- Boutique Monaco in 2020
- Interactive map of the Boutique Monaco area

General information
- Location: 397, Seocho-daero, Seocho-gu, Seoul
- Coordinates: 37°29′50.28″N 127°1′28.76″E﻿ / ﻿37.4973000°N 127.0246556°E
- Year built: 2008

Height
- Height: 117 m (384 ft)

Technical details
- Floor count: 27
- Floor area: 54,844.94 m^{2} (590,346.0 ft^{2})

Design and construction
- Architect: Minsuk Cho
- Architecture firm: Mass Studies
- Main contractor: GS E&C

Website
- boutiquemonaco.co.kr

References

= Boutique Monaco =

Skyscraper in Seoul, South Korea

Boutique Monaco is a 117-metre, 27-storey residential skyscraper in the ward of Seocho-gu in Seoul. The 172-unit residential tower was developed by Bumwoo Co., Ltd. and designed by Minsuk Cho as the working title of "Missing Matrix". The lower five floors are retail and commercial facilities, and the officetel, a type of studio apartment in Korea, sits on the upper floors.

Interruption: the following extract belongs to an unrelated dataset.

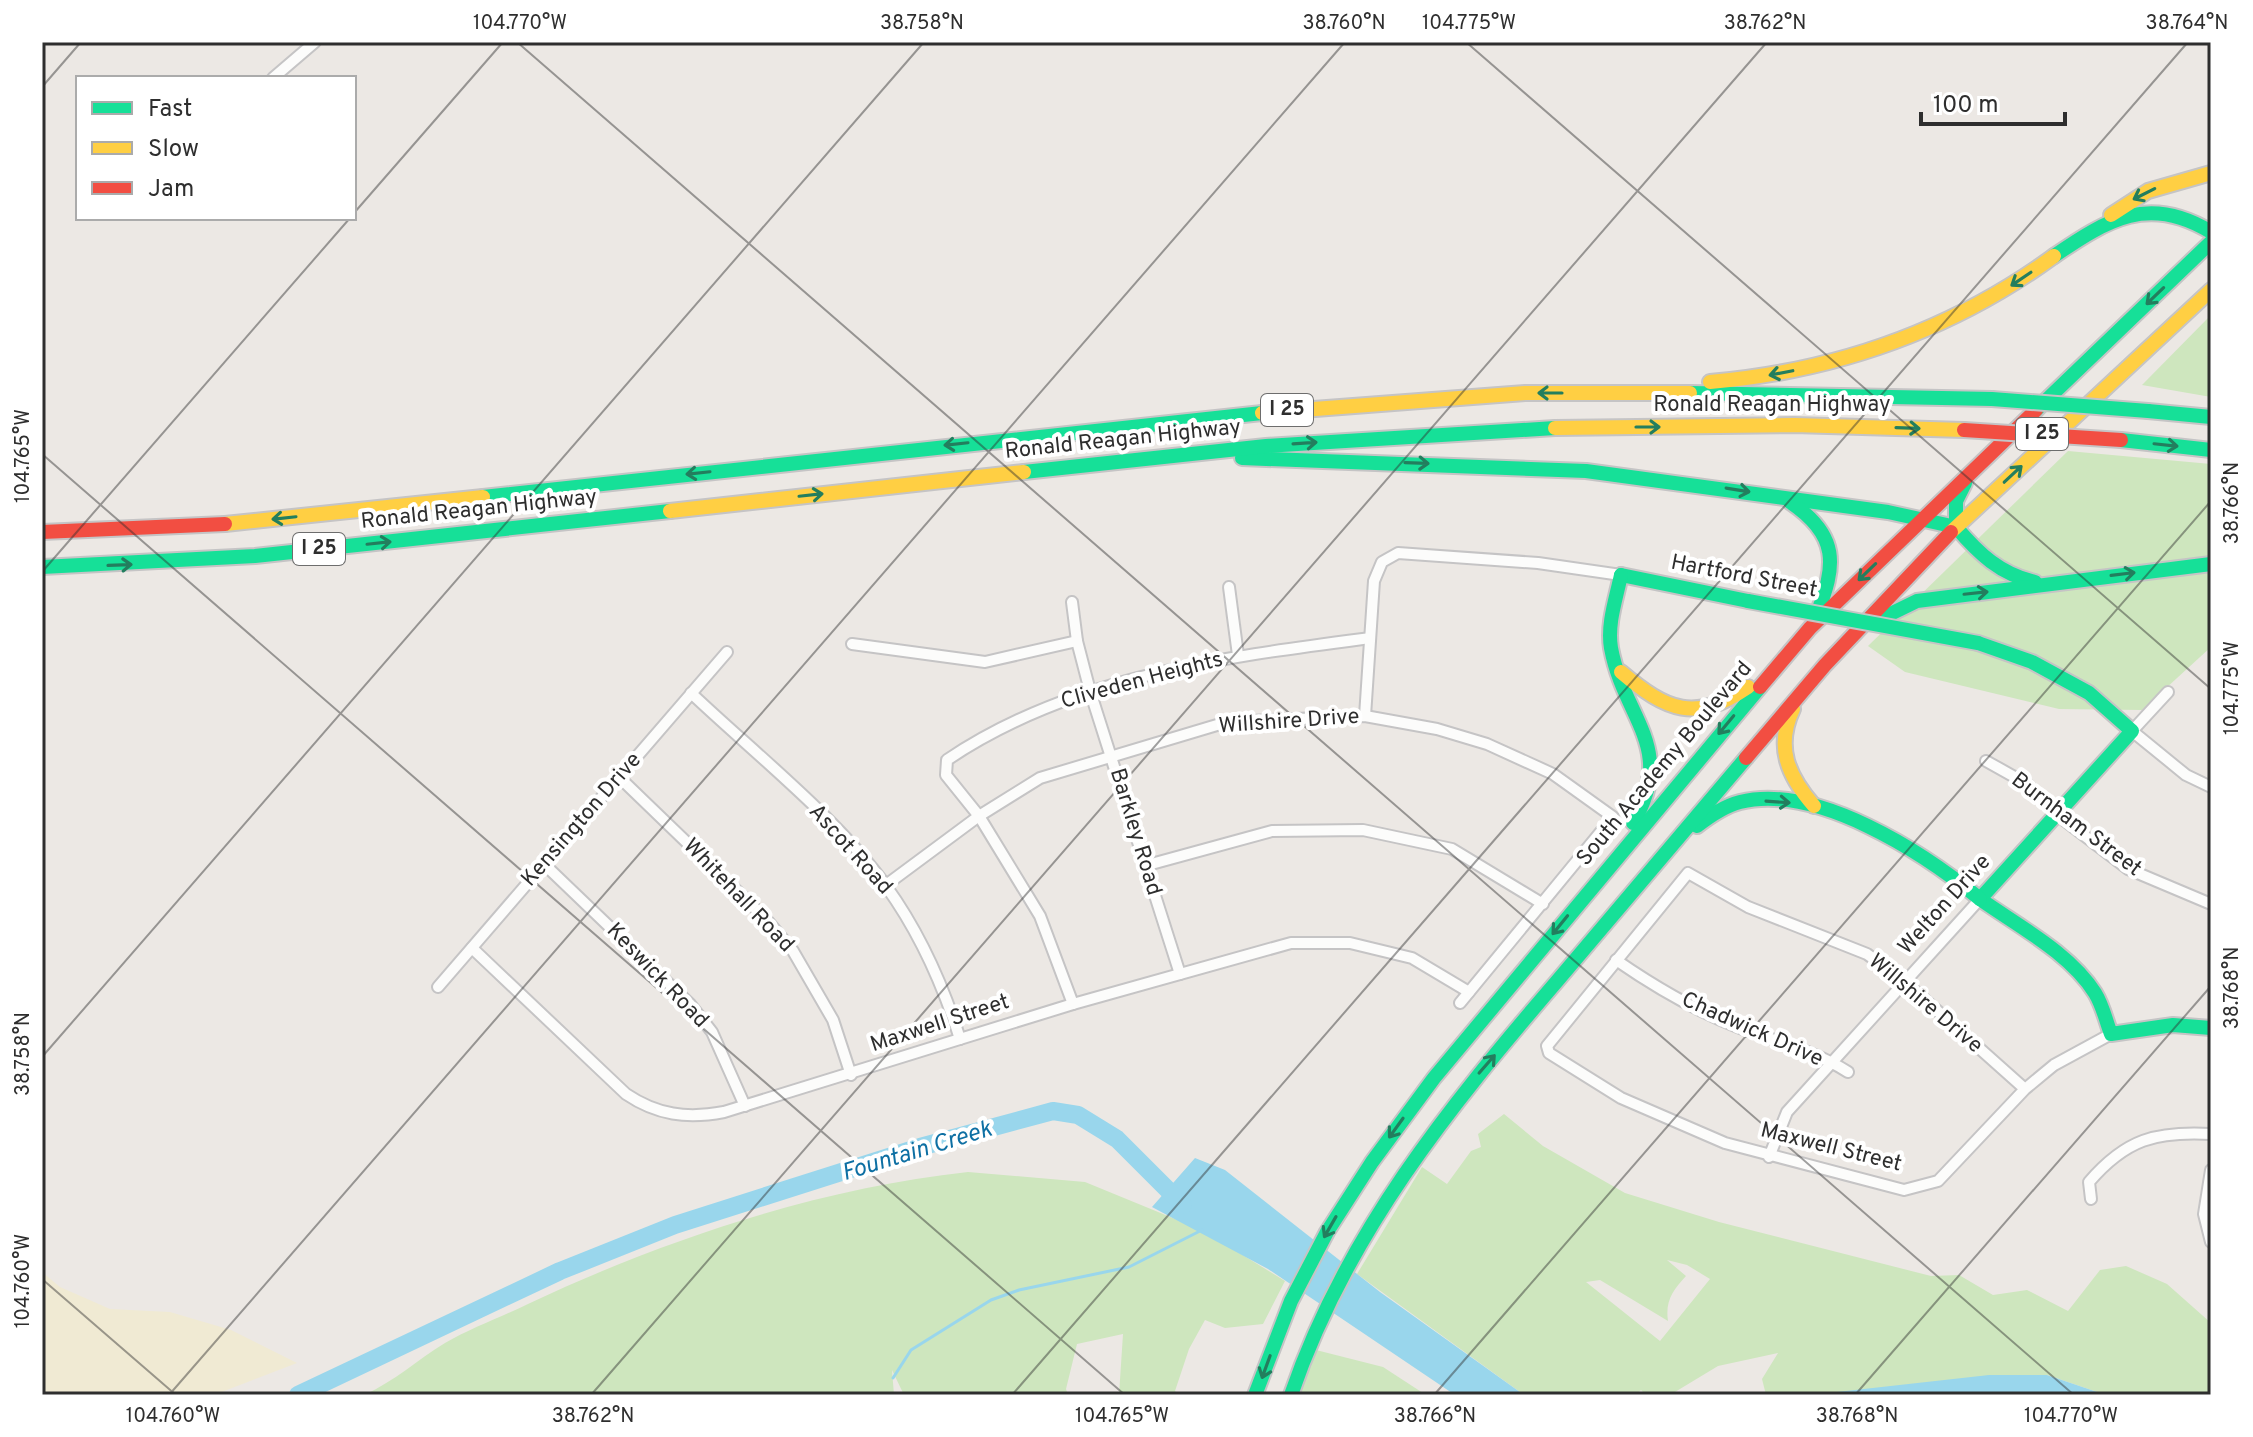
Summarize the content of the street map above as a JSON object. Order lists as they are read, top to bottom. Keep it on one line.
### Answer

Boutique Monaco was the recipient of the 2008 Silver Emporis Skyscraper Award, beating the much taller 101-story Shanghai World Financial Center. It was awarded the prize for housing in the Seoul Architecture Award 2009.

==Architecture==
Boutique Monaco is known for its daring design, which includes several recesses that give the building a unique appearance. The 15 "missing spaces" were intentionally left empty to comply with the floor area ratio limit of the site. If the building had been designed as a simple vertical square, it would have exceeded the ratio limit by 10 percent. It met the restriction by removing the chunks from the building.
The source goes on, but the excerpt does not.